_Input data_.
- - -

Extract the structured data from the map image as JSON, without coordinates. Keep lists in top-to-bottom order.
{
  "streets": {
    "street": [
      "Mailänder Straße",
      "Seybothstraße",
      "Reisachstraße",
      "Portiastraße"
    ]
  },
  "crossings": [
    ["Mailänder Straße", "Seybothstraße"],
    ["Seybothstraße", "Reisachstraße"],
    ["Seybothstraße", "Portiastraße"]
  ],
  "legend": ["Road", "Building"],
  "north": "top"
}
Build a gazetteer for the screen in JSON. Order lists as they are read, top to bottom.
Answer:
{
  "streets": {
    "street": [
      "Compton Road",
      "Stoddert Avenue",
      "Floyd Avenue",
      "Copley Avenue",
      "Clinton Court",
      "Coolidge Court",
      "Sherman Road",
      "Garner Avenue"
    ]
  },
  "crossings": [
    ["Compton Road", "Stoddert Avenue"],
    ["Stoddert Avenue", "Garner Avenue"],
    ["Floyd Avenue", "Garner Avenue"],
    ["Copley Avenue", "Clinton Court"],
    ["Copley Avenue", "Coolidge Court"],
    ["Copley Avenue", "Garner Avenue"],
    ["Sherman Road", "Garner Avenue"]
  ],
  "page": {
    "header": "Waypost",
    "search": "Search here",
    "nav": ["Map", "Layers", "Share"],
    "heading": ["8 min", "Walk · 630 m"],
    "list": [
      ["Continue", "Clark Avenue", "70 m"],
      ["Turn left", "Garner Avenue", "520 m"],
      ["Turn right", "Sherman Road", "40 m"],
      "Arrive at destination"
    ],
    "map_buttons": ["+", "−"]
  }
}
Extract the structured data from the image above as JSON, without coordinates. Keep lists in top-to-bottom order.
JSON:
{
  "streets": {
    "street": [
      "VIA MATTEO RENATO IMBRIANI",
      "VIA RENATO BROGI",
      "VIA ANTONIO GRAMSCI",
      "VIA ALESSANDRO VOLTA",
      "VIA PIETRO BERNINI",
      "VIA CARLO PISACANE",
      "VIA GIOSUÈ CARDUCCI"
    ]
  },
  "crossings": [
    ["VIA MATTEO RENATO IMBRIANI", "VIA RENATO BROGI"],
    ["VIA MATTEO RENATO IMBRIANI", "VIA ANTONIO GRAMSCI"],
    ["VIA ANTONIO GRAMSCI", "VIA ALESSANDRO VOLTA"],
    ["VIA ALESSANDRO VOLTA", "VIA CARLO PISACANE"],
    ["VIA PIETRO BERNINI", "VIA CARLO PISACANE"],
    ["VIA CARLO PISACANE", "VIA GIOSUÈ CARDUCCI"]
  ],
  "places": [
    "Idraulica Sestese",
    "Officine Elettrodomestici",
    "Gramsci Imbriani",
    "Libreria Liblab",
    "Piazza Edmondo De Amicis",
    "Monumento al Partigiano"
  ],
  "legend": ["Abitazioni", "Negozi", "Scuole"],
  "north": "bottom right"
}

- - -

_Instructions for the task_. Find "Extract the structured data from the image" in the material above; set down exactly the line holding it and every line after it, through the last, and no others.

_Exercise result_.
Extract the structured data from the image above as JSON, without coordinates. Keep lists in top-to-bottom order.
JSON:
{
  "streets": {
    "street": [
      "VIA MATTEO RENATO IMBRIANI",
      "VIA RENATO BROGI",
      "VIA ANTONIO GRAMSCI",
      "VIA ALESSANDRO VOLTA",
      "VIA PIETRO BERNINI",
      "VIA CARLO PISACANE",
      "VIA GIOSUÈ CARDUCCI"
    ]
  },
  "crossings": [
    ["VIA MATTEO RENATO IMBRIANI", "VIA RENATO BROGI"],
    ["VIA MATTEO RENATO IMBRIANI", "VIA ANTONIO GRAMSCI"],
    ["VIA ANTONIO GRAMSCI", "VIA ALESSANDRO VOLTA"],
    ["VIA ALESSANDRO VOLTA", "VIA CARLO PISACANE"],
    ["VIA PIETRO BERNINI", "VIA CARLO PISACANE"],
    ["VIA CARLO PISACANE", "VIA GIOSUÈ CARDUCCI"]
  ],
  "places": [
    "Idraulica Sestese",
    "Officine Elettrodomestici",
    "Gramsci Imbriani",
    "Libreria Liblab",
    "Piazza Edmondo De Amicis",
    "Monumento al Partigiano"
  ],
  "legend": ["Abitazioni", "Negozi", "Scuole"],
  "north": "bottom right"
}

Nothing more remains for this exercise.